Nearly 30 technology firms, including Alcatel-Lucent, Cisco, Dell, Ericsson and Huawei, have been working with the EU over the past year, testing out 10 international methodologies and standards for measuring the carbon footprints of their products.
A report on the tests concluded that standards could feasibly be implemented and the commission on Monday confirmed it will consult in the coming months on the best way to ensure tech companies use the new emissions reporting standards.
Other tech companies that took part in the tests include AMD, AUO, BT, Dassault Systèmes, EECA-ESIA, GSMA, Hitachi, HP, Intel, Lenovo, NEC, Nokia, Nokia Siemens Networks, Orange, Sagemcom, SAP, Telecom Italia, Telefónica and TeliaSonera. Three other participants in the project chose to remain anonymous.
Although ICT can help cut companies' carbon emissions, for example through the replacement of long-haul flights with videoconferencing, the energy used to build IT products and store data means the sector currently accounts for up to 4 percent of the EU's carbon emissions and accounts for 8 to 10 percent of the bloc's energy demand.
The news of the new standard was welcomed by Friends of the Earth, which is campaigning for tech giants such as Samsung and Apple to be more transparent about the environmental impact of the supply chains of their products. In particular, the group is currently calling for new rules requiring tech firms to report on the impact of their supply chains and raw materials, arguing that such an approach would help tackle the current environmental damage caused by mining for tin for mobile phone components on Indonesia's Bangka islands.
"Technology companies' plans to measure their carbon footprints are good news as it's an important step towards reporting on their full supply chain, all the way back to farms and mines," said Friends of the Earth campaigner Julian Kirby.
"Companies should measure their full social and environmental impacts, including how much of the world's water, land and raw materials they use.
"Reporting on these data would enable businesses to make more informed decisions about better use of our world's limited resources, governments to identify policies to encourage them to do this, and help stop problems in production, such as accidents or pollution, from going undetected."
Announcing the consultation, Neelie Kroes, commission vice president for the digital agenda, said the standards and carbon footprint reporting would help consumers to make more informed purchases.
"Transparency in measuring the ICTs' environmental effect will empower all of us, citizens, public and private organizations, to make greener choices when we buy or use digital technologies," she said.
The news came as a group of leading technology companies today released a report on the potential for ICT to help slash Spain's carbon emissions and boost the country's moribund economy.
Called The Spain 20.20 Report, the study argues that the use of efficient ICT systems would help reduce emissions by more than 36 million tonnes through to 2020.

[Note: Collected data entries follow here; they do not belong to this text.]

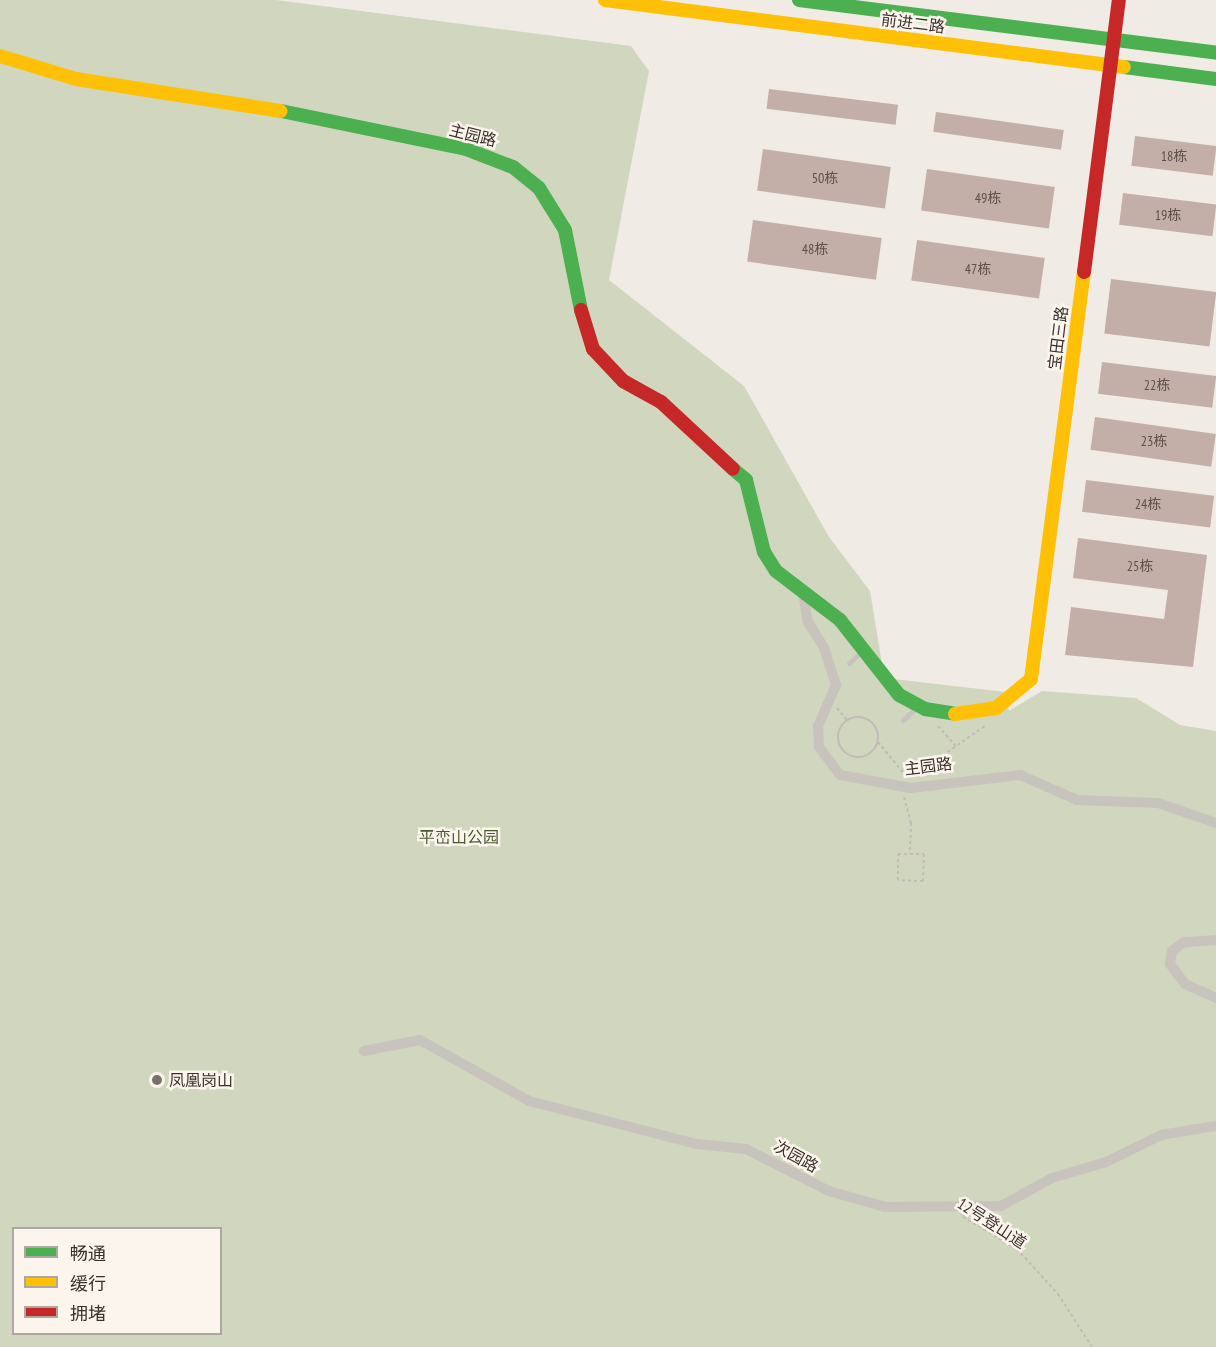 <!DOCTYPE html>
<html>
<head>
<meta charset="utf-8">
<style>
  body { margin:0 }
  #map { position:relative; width:1216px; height:1347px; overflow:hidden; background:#f0ebe5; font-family:"PT Sans Narrow","Noto Sans SC",sans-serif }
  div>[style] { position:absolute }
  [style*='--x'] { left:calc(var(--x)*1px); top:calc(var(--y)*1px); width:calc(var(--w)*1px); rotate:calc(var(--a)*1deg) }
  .green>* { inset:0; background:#d1d6bf }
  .building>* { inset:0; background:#c3afa7; transform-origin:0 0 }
  .path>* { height:2px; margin-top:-1px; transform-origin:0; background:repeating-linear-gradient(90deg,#c2bbb6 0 3px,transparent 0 6px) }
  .path>.ring { margin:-1px; padding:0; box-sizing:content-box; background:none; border:2px solid #c2bbb6; border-radius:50% }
  .lane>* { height:5px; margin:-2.5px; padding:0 2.5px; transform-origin:2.5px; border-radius:2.5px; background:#c9c3be }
  .street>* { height:10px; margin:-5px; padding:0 5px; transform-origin:5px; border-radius:5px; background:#c9c3be }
  .fast>* { height:14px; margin:-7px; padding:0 7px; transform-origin:7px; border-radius:7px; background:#4caf50 }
  .slow>* { height:14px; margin:-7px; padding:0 7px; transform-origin:7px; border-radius:7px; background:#ffc107 }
  .jam>* { height:14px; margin:-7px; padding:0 7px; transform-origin:7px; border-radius:7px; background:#c62828 }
  .dots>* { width:16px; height:16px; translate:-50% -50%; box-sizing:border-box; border:3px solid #fbf5ee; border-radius:50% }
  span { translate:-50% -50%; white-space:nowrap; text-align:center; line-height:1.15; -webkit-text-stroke:5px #fbf5ee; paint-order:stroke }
  .number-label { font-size:14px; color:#5d504a }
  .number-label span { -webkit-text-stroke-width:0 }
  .street-label { font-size:16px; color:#3b302b }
  .park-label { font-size:16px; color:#4a5a2e }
  .poi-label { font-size:16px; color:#3b302b }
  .left { translate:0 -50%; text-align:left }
  .legend { position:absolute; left:12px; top:1227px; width:210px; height:108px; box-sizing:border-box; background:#fbf5ee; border:2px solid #aea6a0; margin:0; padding:8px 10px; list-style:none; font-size:18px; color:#3b302b }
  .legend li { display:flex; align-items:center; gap:12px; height:30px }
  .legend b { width:30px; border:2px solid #aea6a0 }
</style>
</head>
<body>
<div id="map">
  <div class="green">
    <i style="clip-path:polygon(evenodd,0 0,276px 0,631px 46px,649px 71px,609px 280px,744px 386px,829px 537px,870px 591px,882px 664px,893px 679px,1006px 692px,1009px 711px,1042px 691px,1136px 698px,1180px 725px,1216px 731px,1216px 1347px,0 1347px,0 0,14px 1228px,220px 1228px,220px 1334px,14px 1334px,14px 1228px)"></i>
  </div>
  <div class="building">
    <i style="left:769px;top:89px;width:130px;height:20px;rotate:7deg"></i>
    <i style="left:936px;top:112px;width:129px;height:20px;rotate:8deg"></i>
    <i style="left:1135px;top:136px;width:82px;height:30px;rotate:7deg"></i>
    <i style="left:763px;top:149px;width:129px;height:42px;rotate:8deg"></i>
    <i style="left:927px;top:169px;width:129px;height:42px;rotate:8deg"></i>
    <i style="left:1123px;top:193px;width:94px;height:32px;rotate:7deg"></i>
    <i style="left:753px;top:220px;width:130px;height:42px;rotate:8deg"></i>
    <i style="left:917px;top:240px;width:129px;height:41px;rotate:8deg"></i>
    <i style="left:1111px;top:279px;width:106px;height:55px;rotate:7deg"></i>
    <i style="left:1102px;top:362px;width:115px;height:32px;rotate:7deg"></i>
    <i style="left:1095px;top:417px;width:122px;height:33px;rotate:8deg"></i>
    <i style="left:1086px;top:480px;width:129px;height:32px;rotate:7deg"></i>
    <i style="clip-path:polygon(1078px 538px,1207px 555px,1193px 667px,1065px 655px,1071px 607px,1164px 619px,1168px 590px,1073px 578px)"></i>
  </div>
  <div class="path">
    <i style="--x:837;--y:708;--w:16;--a:50"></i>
    <i class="ring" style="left:838px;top:717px;width:38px;height:38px"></i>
    <i style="--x:938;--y:726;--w:27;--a:48"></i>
    <i style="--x:878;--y:742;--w:43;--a:50.7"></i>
    <i style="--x:913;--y:776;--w:88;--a:-34.8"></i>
    <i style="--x:904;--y:797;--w:27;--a:75"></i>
    <i style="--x:911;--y:823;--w:31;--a:92"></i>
    <i style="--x:898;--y:854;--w:26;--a:0"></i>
    <i style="--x:924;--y:854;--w:27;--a:92"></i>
    <i style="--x:923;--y:881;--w:25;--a:-178"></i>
    <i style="--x:898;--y:880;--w:26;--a:-90"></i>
    <i style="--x:963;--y:1217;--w:63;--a:30.7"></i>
    <i style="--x:1017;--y:1249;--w:61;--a:47.7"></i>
    <i style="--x:1058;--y:1294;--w:63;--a:57.3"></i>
  </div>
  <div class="lane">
    <i style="--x:849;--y:663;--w:16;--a:-43"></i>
    <i style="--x:903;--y:720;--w:19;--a:-43"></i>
  </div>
  <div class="street">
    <i style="--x:803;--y:592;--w:30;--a:81"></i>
    <i style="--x:808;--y:622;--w:31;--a:58"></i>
    <i style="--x:824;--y:648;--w:39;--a:72"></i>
    <i style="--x:836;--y:685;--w:45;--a:113.7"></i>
    <i style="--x:818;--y:726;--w:21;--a:87"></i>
    <i style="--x:819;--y:747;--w:35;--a:53"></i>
    <i style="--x:840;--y:775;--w:72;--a:10.4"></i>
    <i style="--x:911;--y:788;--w:110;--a:-6.8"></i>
    <i style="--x:1020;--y:775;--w:62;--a:23.7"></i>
    <i style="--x:1077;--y:800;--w:81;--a:2.1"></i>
    <i style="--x:1158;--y:803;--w:61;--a:19"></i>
    <i style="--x:1216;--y:940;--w:32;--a:176"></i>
    <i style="--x:1184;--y:942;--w:15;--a:143"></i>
    <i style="--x:1172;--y:951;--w:13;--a:99"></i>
    <i style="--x:1170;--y:964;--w:25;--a:53"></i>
    <i style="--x:1185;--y:984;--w:34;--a:24"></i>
    <i style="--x:364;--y:1051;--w:57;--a:-11.1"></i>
    <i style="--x:420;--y:1040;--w:125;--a:29.2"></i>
    <i style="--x:529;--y:1101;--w:173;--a:14.4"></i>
    <i style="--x:697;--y:1144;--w:49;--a:5.8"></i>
    <i style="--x:746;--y:1149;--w:93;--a:26.8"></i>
    <i style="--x:829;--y:1191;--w:58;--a:15.9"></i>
    <i style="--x:885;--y:1207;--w:116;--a:-0.5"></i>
    <i style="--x:1001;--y:1206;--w:58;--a:-28.8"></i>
    <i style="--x:1052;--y:1178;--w:56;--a:-16.5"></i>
    <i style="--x:1106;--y:1162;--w:61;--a:-26.1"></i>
    <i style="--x:1161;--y:1135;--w:56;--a:-9.3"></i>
  </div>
  <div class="fast">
    <i style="--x:799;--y:0;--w:420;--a:7.2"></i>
    <i style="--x:1124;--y:67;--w:93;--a:7.4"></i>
    <i style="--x:281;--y:111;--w:189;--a:11.6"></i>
    <i style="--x:466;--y:149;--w:50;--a:21"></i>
    <i style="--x:513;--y:167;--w:33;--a:39"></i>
    <i style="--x:539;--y:188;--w:49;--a:58.2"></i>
    <i style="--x:565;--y:230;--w:82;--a:78.7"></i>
    <i style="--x:733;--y:469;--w:17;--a:40"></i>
    <i style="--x:746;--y:480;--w:74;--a:76"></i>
    <i style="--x:764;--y:552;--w:22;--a:58"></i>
    <i style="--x:776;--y:571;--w:81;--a:37.4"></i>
    <i style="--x:840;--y:620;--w:95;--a:51.8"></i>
    <i style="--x:899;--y:695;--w:30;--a:28"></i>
    <i style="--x:925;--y:709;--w:30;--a:9"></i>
  </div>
  <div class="slow">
    <i style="--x:605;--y:0;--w:523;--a:7.36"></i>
    <i style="--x:0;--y:56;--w:79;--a:16.8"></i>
    <i style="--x:76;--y:79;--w:207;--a:8.9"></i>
    <i style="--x:955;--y:714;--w:41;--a:-8.3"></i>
    <i style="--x:996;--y:708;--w:45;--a:-39.6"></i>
    <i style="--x:1031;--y:679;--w:410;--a:-82.6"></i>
  </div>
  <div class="jam">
    <i style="--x:1084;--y:272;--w:274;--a:-82.7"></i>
    <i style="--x:581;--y:310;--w:41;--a:72.9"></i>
    <i style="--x:593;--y:349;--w:44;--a:46.8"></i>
    <i style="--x:623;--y:381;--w:43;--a:28.9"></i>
    <i style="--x:661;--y:402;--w:98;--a:42.9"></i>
  </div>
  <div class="dots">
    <i style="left:157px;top:1080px;background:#7a716c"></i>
  </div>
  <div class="number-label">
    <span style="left:1174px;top:156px">18栋</span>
    <span style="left:825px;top:178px">50栋</span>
    <span style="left:988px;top:198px">49栋</span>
    <span style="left:1168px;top:215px">19栋</span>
    <span style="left:815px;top:249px">48栋</span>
    <span style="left:978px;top:269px">47栋</span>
    <span style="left:1157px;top:385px">22栋</span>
    <span style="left:1154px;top:441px">23栋</span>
    <span style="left:1148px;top:504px">24栋</span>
    <span style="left:1140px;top:566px">25栋</span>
  </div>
  <div class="street-label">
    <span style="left:913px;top:23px;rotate:7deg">前进二路</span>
    <span style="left:473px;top:135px;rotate:14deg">主园路</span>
    <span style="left:1058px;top:338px;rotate:-83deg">宝田三路</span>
    <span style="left:928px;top:766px;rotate:-7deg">主园路</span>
    <span style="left:796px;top:1156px;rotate:29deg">次园路</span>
    <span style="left:992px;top:1223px;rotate:33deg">12号登山道</span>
  </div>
  <div class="park-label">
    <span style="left:459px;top:837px">平峦山公园</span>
  </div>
  <div class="poi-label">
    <span class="left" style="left:169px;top:1080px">凤凰岗山</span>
  </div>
  <ul class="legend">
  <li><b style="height:8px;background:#4caf50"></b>畅通</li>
  <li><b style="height:8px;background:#ffc107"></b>缓行</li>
  <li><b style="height:8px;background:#c62828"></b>拥堵</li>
  </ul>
</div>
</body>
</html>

"Accessibility to ICT elements such as broadband, mobility, Internet and machine to machine will create a completely new ecosystem based on innovation and smart solutions that will transform society, governments and industries as it enables cross-industry and public-private collaboration," said Ingemar Naeve, chairman of the ICT and sustainability commission of the Club de Excelencia en Sostenibilidad, which produced the report, and chairman of Ericsson España.
"This will bring new investments, job creation and a more sustainable growth for our planet."